You're reading: Bosnia lawmakers drop veil ban bill from discussion

SARAJEVO, July 28 (Reuters) - Bosnia's lawmakers dropped from discussion on Wednesday a proposed bill on banning full-length Islamic veils in public places after a woman wearing a niqab attended the parliamentary session as a visitor.

The Muslim and Croat deputies were unlikely to support the bill proposed by the Bosnian Serb largest party after their delegates in a parliamentary commission said it would violate the human rights and religious freedoms.

The parliament was supposed to discuss the commission report but failed to do so because the Serb deputies said they were threatened by the presence of the woman in the niqab who they said was hiding her identity.

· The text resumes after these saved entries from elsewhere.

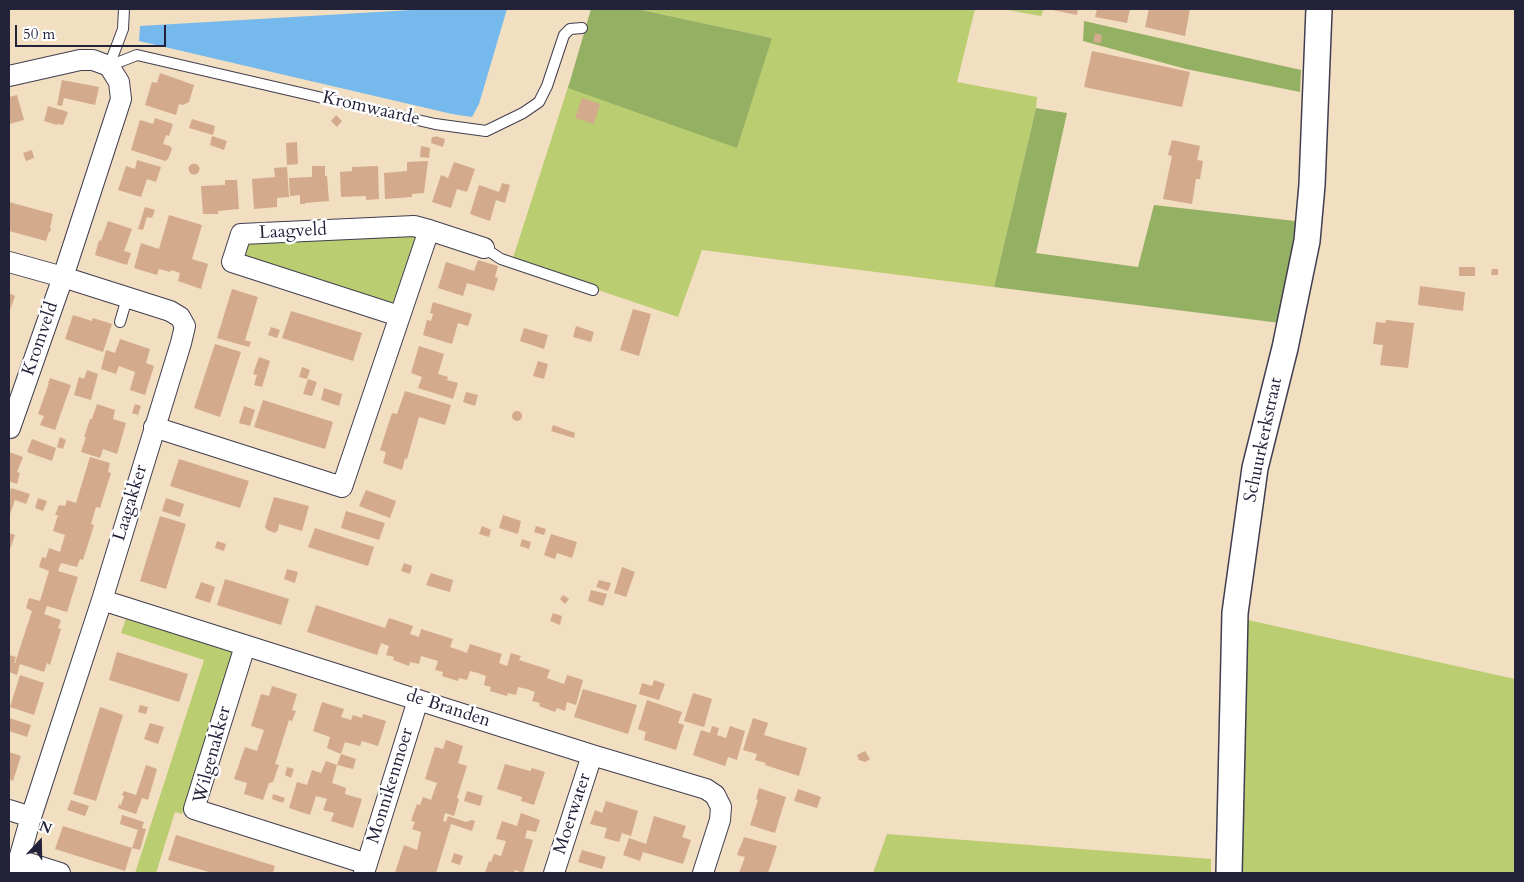 <!DOCTYPE html>
<html>
<head>
<meta charset="utf-8">
<style>
  body { margin:0 }
  #map { position:relative; width:1524px; height:882px; overflow:hidden; background:#f2dec1; font-family:Cardo,serif }
  canvas { display:block }
  .frame { position:absolute; inset:0; border:10px solid #22223b; pointer-events:none }
  .north { position:absolute; left:15px; top:817px; width:50px; height:50px; -webkit-text-stroke:4px #fff; paint-order:stroke; rotate:21deg; font-size:14px; font-weight:700; line-height:20px; text-align:center; color:#22223b }
  .north::after { content:''; display:block; margin:auto; width:18px; height:22px; background:#22223b; clip-path:polygon(50% 0,100% 100%,50% 72%,0 100%) }
  .scale { position:absolute; left:15px; top:25px; width:151px; height:22px; box-sizing:border-box; border:2px solid #22223b; border-top:0; padding-left:6px; font-size:15px; line-height:18px; white-space:nowrap; color:#22223b; -webkit-text-stroke:4px #fff; paint-order:stroke }
</style>
</head>
<body>
<div id="map">
<canvas width="1524" height="882"></canvas>
<div class="frame"></div>
<div class="north">N</div>
<div class="scale">50 m</div>
</div>
<script>
const c = document.querySelector('canvas').getContext('2d');
c.lineJoin = 'round';
function fillPath(path, color) {
  c.fillStyle = color;
  c.fill(path, 'evenodd');
}
function poly(rows) {
  const path = new Path2D();
  for (const r of rows) {
    if (r.length === 3) {
      path.moveTo(r[0] + r[2], r[1]);
      path.arc(r[0], r[1], r[2], 0, 2 * Math.PI);
      continue;
    }
    path.moveTo(r[0], r[1]);
    for (let i = 2; i < r.length; i += 2) path.lineTo(r[i], r[i + 1]);
  }
  return path;
}
function strokePath(path, color, width, dash) {
  c.strokeStyle = color;
  c.lineWidth = width;
  c.lineCap = dash ? 'butt' : 'round';
  c.setLineDash(dash || []);
  c.stroke(path);
}
function write(font, color, halo, rows, align = 'center') {
  c.font = font + ' Cardo,serif';
  c.lineWidth = 5;
  c.setLineDash([]);
  c.textBaseline = 'middle';
  c.strokeStyle = halo;
  c.fillStyle = color;
  for (const [text, x, y, turn = 0] of rows) {
    c.save();
    c.translate(x, y);
    c.rotate((+turn || 0) * Math.PI / 180);
    c.textAlign = isNaN(turn) ? turn : align;
    if (halo) c.strokeText(text, 0, 0);
    c.fillText(text, 0, 0);
    c.restore();
  }
}
fillPath(poly([
  [637,9,975,9,957,82,1037,97,1036,108,994,287,702,250,678,317,512,261,569,84,772,38],
  [1002,9,1044,9,1041,16],
  [413,235,418,237,394,306,246,260,246,253,249,244,257,241],
  [127,616,235,651,182,814,175,812,156,873,135,873,204,660,121,633],
  [1248,620,1515,679,1515,873,1241,873,1246,659],
  [887,834,1211,859,1211,873,873,873]
]), '#bbcd71');
fillPath(poly([
  [591,9,637,9,772,38,737,148,568,88],
  [1084,21,1301,70,1300,92,1186,69,1083,41],
  [1036,108,1067,113,1036,253,1138,267,1154,205,1295,221,1292,253,1280,323,994,287]
]), '#94b063');
fillPath(poly([
  [429,9,507,9,479,104,472,117,452,114,139,41,140,26]
]), '#76b9ec');
fillPath(poly([
  [1048,9,1078,9,1077,15],
  [1097,9,1130,9,1127,23,1095,17],
  [1149,9,1190,9,1185,36,1145,27],
  [1095,33,1102,35,1101,43,1093,42],
  [1092,51,1190,72,1182,107,1084,87],
  [160,73,194,85,189,102,183,105,179,104,176,115,145,105,152,82,157,83],
  [62,80,99,87,95,105,64,98,62,106,57,105],
  [17,95,24,120,9,124,9,97],
  [582,98,600,104,594,124,575,118],
  [48,106,68,112,63,125,58,124,57,125,44,121],
  [336,115,342,121,337,127,331,121],
  [155,118,173,124,169,136,166,135,163,144,170,146,172,149,168,159,165,161,131,150,140,120,153,124],
  [192,119,215,126,213,135,189,128],
  [212,136,227,141,224,150,210,145],
  [435,136,445,139,443,147,431,143,432,137,435,137],
  [1172,140,1200,146,1197,160,1203,161,1200,179,1196,179,1192,204,1163,199,1172,156,1168,155],
  [297,142,298,164,287,165,286,143],
  [421,146,430,148,429,158,420,157],
  [32,150,34,158,26,161,23,153],
  [137,160,161,167,156,182,147,179,141,197,118,190,126,166,135,169],
  [428,161,424,193,412,194,412,197,385,199,384,173,407,171,407,162],
  [454,162,475,169,467,192,457,189,451,208,432,202,441,175,448,178],
  [194,169,5.5],
  [312,166,325,166,325,176,327,176,329,201,305,203,305,204,300,204,300,195,290,196,289,178,312,177],
  [378,166,379,199,366,200,366,196,341,197,340,172,352,171,352,167],
  [287,167,289,197,277,198,277,207,254,209,252,179,275,177,274,168],
  [225,180,237,180,239,209,218,211,218,214,203,214,201,186,225,185],
  [502,183,510,185,505,203,496,200,490,221,470,214,479,185,499,192],
  [9,202,53,214,50,228,51,229,50,232,49,232,46,241,9,231],
  [145,207,155,210,152,218,147,217,143,230,138,229],
  [169,215,202,225,192,259,208,264,201,289,178,281,180,273,171,270,170,272,159,269,157,275,134,268,141,243,159,249],
  [108,221,132,229,124,251,131,253,127,265,95,255,99,240,101,241],
  [478,260,498,266,495,277,498,278,494,291,467,283,463,296,438,288,446,262,474,271],
  [1459,267,1475,267,1475,276,1459,276],
  [1492,269,1498,269,1498,275,1491,275],
  [1420,286,1465,292,1463,311,1418,305],
  [232,289,258,297,245,340,251,342,249,347,217,338],
  [9,293,15,296,9,313],
  [433,302,472,314,468,326,458,323,452,344,423,335,427,320,431,321,433,314,430,313],
  [633,309,651,314,639,356,620,350],
  [291,311,362,333,353,361,282,338],
  [73,315,92,321,93,318,112,324,103,352,65,339],
  [1386,320,1414,323,1408,368,1380,365,1383,345,1373,344,1376,322,1385,323],
  [576,326,594,332,591,342,573,337],
  [271,327,280,330,277,338,268,335],
  [524,328,548,335,544,349,520,341],
  [120,339,150,349,146,363,154,366,145,395,130,390,135,372,119,366,116,374,101,369,106,350,115,353],
  [215,344,241,352,220,417,194,408],
  [419,346,444,354,438,374,448,377,447,380,458,383,453,399,418,388,422,377,411,373],
  [259,357,270,361,262,387,254,385,257,375,253,374],
  [538,361,548,364,544,379,533,376],
  [302,367,310,370,307,379,299,377],
  [87,370,98,374,91,400,74,395,79,377,84,379],
  [50,378,71,385,55,430,40,425,44,416,38,414,49,383,48,383],
  [308,379,317,382,312,396,303,394],
  [324,388,342,394,339,406,321,400],
  [405,391,451,405,445,425,419,417,407,459,405,458,402,470,383,463,386,452,380,450,392,413,397,414],
  [466,392,478,395,475,406,463,402],
  [263,400,333,422,325,449,254,427],
  [97,404,115,410,113,419,126,423,117,454,103,449,100,458,81,452,86,437,84,437,90,419,92,419],
  [135,404,141,406,138,415,132,413],
  [244,406,255,410,250,426,239,423],
  [517,416,5],
  [553,425,575,433,574,438,551,431],
  [60,437,66,440,63,449,57,447],
  [32,439,56,448,52,461,27,452],
  [9,452,23,457,17,472,20,473,17,484,9,481],
  [90,457,110,463,108,472,111,473,100,508,96,507,91,524,94,525,83,560,80,559,77,567,61,563,58,571,78,577,67,612,47,606,44,614,61,620,58,628,61,629,50,665,47,663,44,672,20,664,17,675,9,672,9,655,16,657,14,663,15,663,32,611,26,608,29,598,40,601,49,571,39,567,42,557,46,558,49,548,60,552,65,535,53,531,58,515,55,515,59,505,65,506,67,500,76,503],
  [179,459,249,481,240,508,170,486],
  [11,488,30,494,26,504,15,500,9,517,9,494],
  [366,490,396,501,390,518,359,506],
  [274,497,309,506,302,531,279,524,278,530,275,533,267,530,265,527,267,520],
  [38,498,47,501,43,511,35,508],
  [166,498,184,504,180,517,162,511],
  [346,511,385,523,379,540,341,528],
  [503,515,521,521,518,534,499,528],
  [160,516,186,524,166,589,140,581],
  [482,526,491,530,489,537,479,534],
  [536,526,546,529,544,535,534,532],
  [315,528,374,547,368,566,308,547],
  [9,533,15,535,9,552],
  [551,534,577,542,572,558,557,553,555,559,544,555],
  [522,539,531,542,529,549,520,546],
  [217,541,226,544,224,551,215,548],
  [404,563,412,566,410,574,401,571],
  [622,567,635,572,626,597,614,593],
  [287,569,298,572,295,583,284,579],
  [431,573,453,580,450,592,426,585],
  [225,579,289,599,281,625,217,605],
  [599,580,611,583,608,591,596,587],
  [201,582,215,587,210,603,195,598],
  [591,590,607,594,603,606,588,601],
  [563,595,569,599,565,604,560,599],
  [316,605,385,628,389,618,413,626,410,634,419,637,421,629,453,639,450,647,459,650,467,653,470,644,502,654,499,663,507,666,511,653,521,656,519,660,550,670,547,678,564,684,567,675,583,680,576,705,567,702,565,711,557,708,555,712,539,706,540,703,532,701,535,692,527,689,518,687,516,695,508,693,507,696,490,691,491,687,484,685,486,676,478,673,470,671,467,680,459,678,458,681,442,676,443,672,435,670,438,661,421,656,419,664,410,662,409,666,393,660,394,657,386,655,389,646,381,643,377,655,307,632],
  [553,613,562,616,560,625,550,621],
  [117,652,188,674,179,702,109,680],
  [20,675,44,683,34,715,10,707],
  [654,680,665,684,659,700,639,694,642,683,652,686],
  [272,686,297,694,292,710,296,711,292,721,289,720,275,764,279,765,273,782,269,783,263,800,244,794,247,783,234,779,245,747,257,751,264,730,251,726,261,694,269,696],
  [583,689,637,705,628,734,574,717],
  [693,693,712,699,704,727,684,721],
  [647,700,682,712,678,723,684,725,676,750,644,740,646,732,638,729],
  [322,702,344,709,341,717,351,720,353,715,362,718,363,714,386,721,378,746,362,741,360,746,345,742,341,754,356,759,353,769,337,765,341,754,327,748,330,737,313,731],
  [140,705,148,707,146,714,138,712],
  [100,707,123,715,96,801,73,794],
  [9,718,31,725,27,737,9,731],
  [753,718,768,723,764,735,807,748,799,776,765,765,766,763,755,760,757,754,743,750],
  [150,723,164,727,158,744,144,739],
  [712,726,719,728,717,735,726,738,730,726,745,731,737,760,728,757,725,766,693,755,701,730,710,733],
  [446,740,463,746,458,763,467,766,457,798,459,799,454,816,445,813,443,821,446,822,448,816,466,822,472,820,475,821,472,831,451,824,436,873,395,873,404,845,417,850,421,832,412,829,415,822,411,821,417,804,420,805,423,797,431,800,437,783,425,779,435,747,443,749],
  [865,751,870,759,865,762,859,760,857,755],
  [9,752,21,756,13,781,9,779],
  [326,761,337,765,332,783,346,788,345,794,362,799,353,828,331,821,334,813,323,810,327,799,316,796,310,815,289,808,297,782,307,785,312,770,321,773],
  [505,764,530,771,532,768,545,772,534,805,521,801,522,797,497,789],
  [146,765,157,769,148,800,142,798,136,814,118,808,119,804,121,805,124,796,122,795,124,791,136,795],
  [287,767,294,769,291,778,285,775],
  [759,788,786,797,775,833,750,825,758,800,756,799],
  [798,789,821,797,817,808,794,801],
  [467,791,483,796,480,806,464,801],
  [273,794,285,798,283,803,272,799],
  [71,800,89,806,85,816,67,810],
  [606,801,638,811,631,836,622,833,619,842,604,838,607,828,590,824,595,810,602,813],
  [521,813,540,820,536,832,527,830,525,838,533,840,523,873,515,870,514,873,485,873,489,861,491,862,494,854,501,856,506,841,496,839,502,821,517,826],
  [122,815,144,822,142,828,146,829,140,850,132,848,125,871,55,849,63,826,132,848,138,830,120,824],
  [654,816,686,826,682,837,691,840,683,864,643,852,640,861,623,855,629,838,646,844],
  [176,835,275,866,273,873,212,873,168,860],
  [744,837,777,846,768,873,739,873,745,857,737,855],
  [582,850,606,857,602,869,578,862],
  [454,853,463,856,460,865,451,862]
]), '#d3aa8b');
const service = poly([
  [109,66,137,55,435,124,486,131,523,113,539,102,547,86,564,35,570,29,582,28],
  [109,66,123,29,124,9],
  [484,248,501,259,593,290],
  [120,322,127,298]
]);
const minor = poly([
  [9,76,80,60,93,60,109,66,119,82,121,99,63,277,10,428,9,428],
  [429,230,484,248],
  [9,262,63,277,170,311,180,317,185,326,181,343,102,600,31,817,15,873],
  [154,427,342,487,429,230,414,226,241,234,232,262,399,316],
  [102,600,592,755,706,789,715,795,721,807,720,820,703,873],
  [245,646,194,809,367,864],
  [9,810,31,817],
  [19,860,60,873],
  [364,873,418,700],
  [554,873,592,755]
]);
const tertiary = poly([
  [1229,873,1235,613,1255,468,1285,348,1307,241,1312,185,1319,9]
]);
strokePath(service, '#413e4f', 12);
strokePath(minor, '#413e4f', 22);
strokePath(tertiary, '#413e4f', 28);
strokePath(service, '#fff', 10);
strokePath(minor, '#fff', 20);
strokePath(tertiary, '#fff', 25);
write('18px', '#22223b', '#fff', [
  ["Kromwaarde",371,109,13],
  ["Laagveld",293,232,-3],
  ["Kromveld",41,339,-71],
  ["Schuurkerkstraat",1264,440,-78],
  ["Laagakker",131,503,-73],
  ["de Branden",448,709,18],
  ["Wilgenakker",213,755,-75],
  ["Monnikenmoer",391,786,-73],
  ["Moerwater",573,814,-72]
]);
</script>
</body>
</html>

The woman identified herself as Nadja Dizdarevic, a human rights activist who organised a protest of a group of veiled women against the bill this week. She is married to an Algerian-born Bosnian citizen who was kept in the U.S. detention camp in Guantanamo Bay but was released in late 2008.

"I am surprised, disappointed and hurt that … my attendance at the session has been a problem," said Dizdarevic, who was asked to leave the parliament building after the deputies decided to drop the bill from the discussion.

Belgium and France have passed bills under which women could be fined for appearing in public with the all-covering burqa or the niqab, which leaves the eyes exposed, arguing it poses a security risk because of the inability to identify people wearing it.

Bosnia’s national parliament comprises deputies from the Balkan country’s two autonomous and rival regions, the Muslim-Croat federation and the Serb Republic.

The initiative by the Serb Republic ruling Alliance of Independent Social Democrats to ban the burqa in public spaces is widely seen as aimed raising inter-religious tension ahead of a national election scheduled for Oct. 3.

Only a handful of women wear the niqab and even fewer the burqa in Bosnia, where generally moderate Bosnian Muslims or Bosniaks represent the largest ethnic group.

Parliament will discuss the bill at its next session on Sept. 1.